Midnight Chicken, a new cookbook by British author Ella Risbridger, probably could teach me some new techniques, if I were to read it like an instruction manual. I have my eye on Risbridger’s recipe for bolognese (it involves an ox cheek and four squares of dark chocolate), although it strikes me as something better cooked on a chilly November day than in June. And her recipe for labneh reads beautifully simply: “I promise you this is as simple and good as it sounds,” she writes, “and I would never lie to you about cheese.”

But reading Midnight Chicken that way would be a waste, because everything about this book begs to be savored and enjoyed. It’s a beautiful book, and I mean that in multiple senses.

It’s beautiful to look at. It has the kind of sturdy cloth binding you want from a book you plan to bang around the kitchen, but it doesn’t look utilitarian. It’s strewn with delicate watercolor illustrations by artist Elisa Cunningham that are alternately instructive diagrams or mood pieces: pickles dancing down the margins on this page, directions for how to braid challah on this one, a double-page spread showing an idyllic park picnic over there.

And it’s beautiful to read. Risbridger’s voice is lyrical and tender, and her voice carries through her instructions so easily that she passes my scrambled egg test without breaking a sweat. “Don’t bother adding cream or milk,” she instructs firmly; “it only dilutes the egginess, and makes them pallid.”

Throughout Midnight Chicken, Risbridger is writing as much about life as she is about food. It’s a sort of set of instructions for what she thinks the best way to live your life is. “I take mine black, first thing,” she writes of coffee. “Black, and back to bed — and perhaps that’s a good rule, for the morning: however you begin, take it back to bed. I set the alarm ten minutes earlier just for this.”

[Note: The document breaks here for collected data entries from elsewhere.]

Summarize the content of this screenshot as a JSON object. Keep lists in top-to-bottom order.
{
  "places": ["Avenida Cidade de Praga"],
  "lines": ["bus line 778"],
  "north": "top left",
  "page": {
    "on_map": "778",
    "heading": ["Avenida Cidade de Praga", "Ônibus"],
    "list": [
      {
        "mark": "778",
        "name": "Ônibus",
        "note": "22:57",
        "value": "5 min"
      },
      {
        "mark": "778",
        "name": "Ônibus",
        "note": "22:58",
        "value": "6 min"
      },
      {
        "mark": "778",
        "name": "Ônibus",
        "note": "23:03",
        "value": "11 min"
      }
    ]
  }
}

But of course this is a cookbook, and food is the main thing here — the main metaphor through which Risbridger thinks about life. In this book, food is a means of soothing, a means of healing. Risbridger begins the book with a particularly bad bout of depression, one that leaves her lying on her hall floor, staring up at a raw chicken still in a grocery bag. Midnight Chicken, she tells us, is “the story of how I got up off the floor,” and roasted her chicken and ate it at midnight.

“This is a story of eating things,” she writes, “which is, if you think about it, the story of being alive. More importantly, this is a story about wanting to be alive.” And so she walks us through the recipes for Life Affirming Mussels and Reading in the Rafters Parkin and Stuck in a Bookshop Salmon & Sticky Rice.

Tucked away in the back matter, there’s a tragic coda. Risbridger writes frequently about her partner John Underwood, whom she refers to as the Tall Man, but it’s not until the acknowledgments that she explains that he died in the spring of 2018. “This book was written in hospital corridors and chapels and in the long, lonely nights watching to see if he was still breathing,” she writes, “and I wrote it at least in part to keep our world alive if he couldn’t be.”

Risbridger’s frequent reminders that life is worth living and enjoying are, in this context, extremely hard-won. That’s part of what keeps them from feeling maudlin and gives them their force: They are written by someone who believes them because she has to.

At the end of the book, Risbridger appends a list of “Three Last Things.” After reminding us to wash the dishes as we go and smell the food as we cook, she writes comfortingly, with telling parentheses: “It’s probably all going to be fine (in the end).”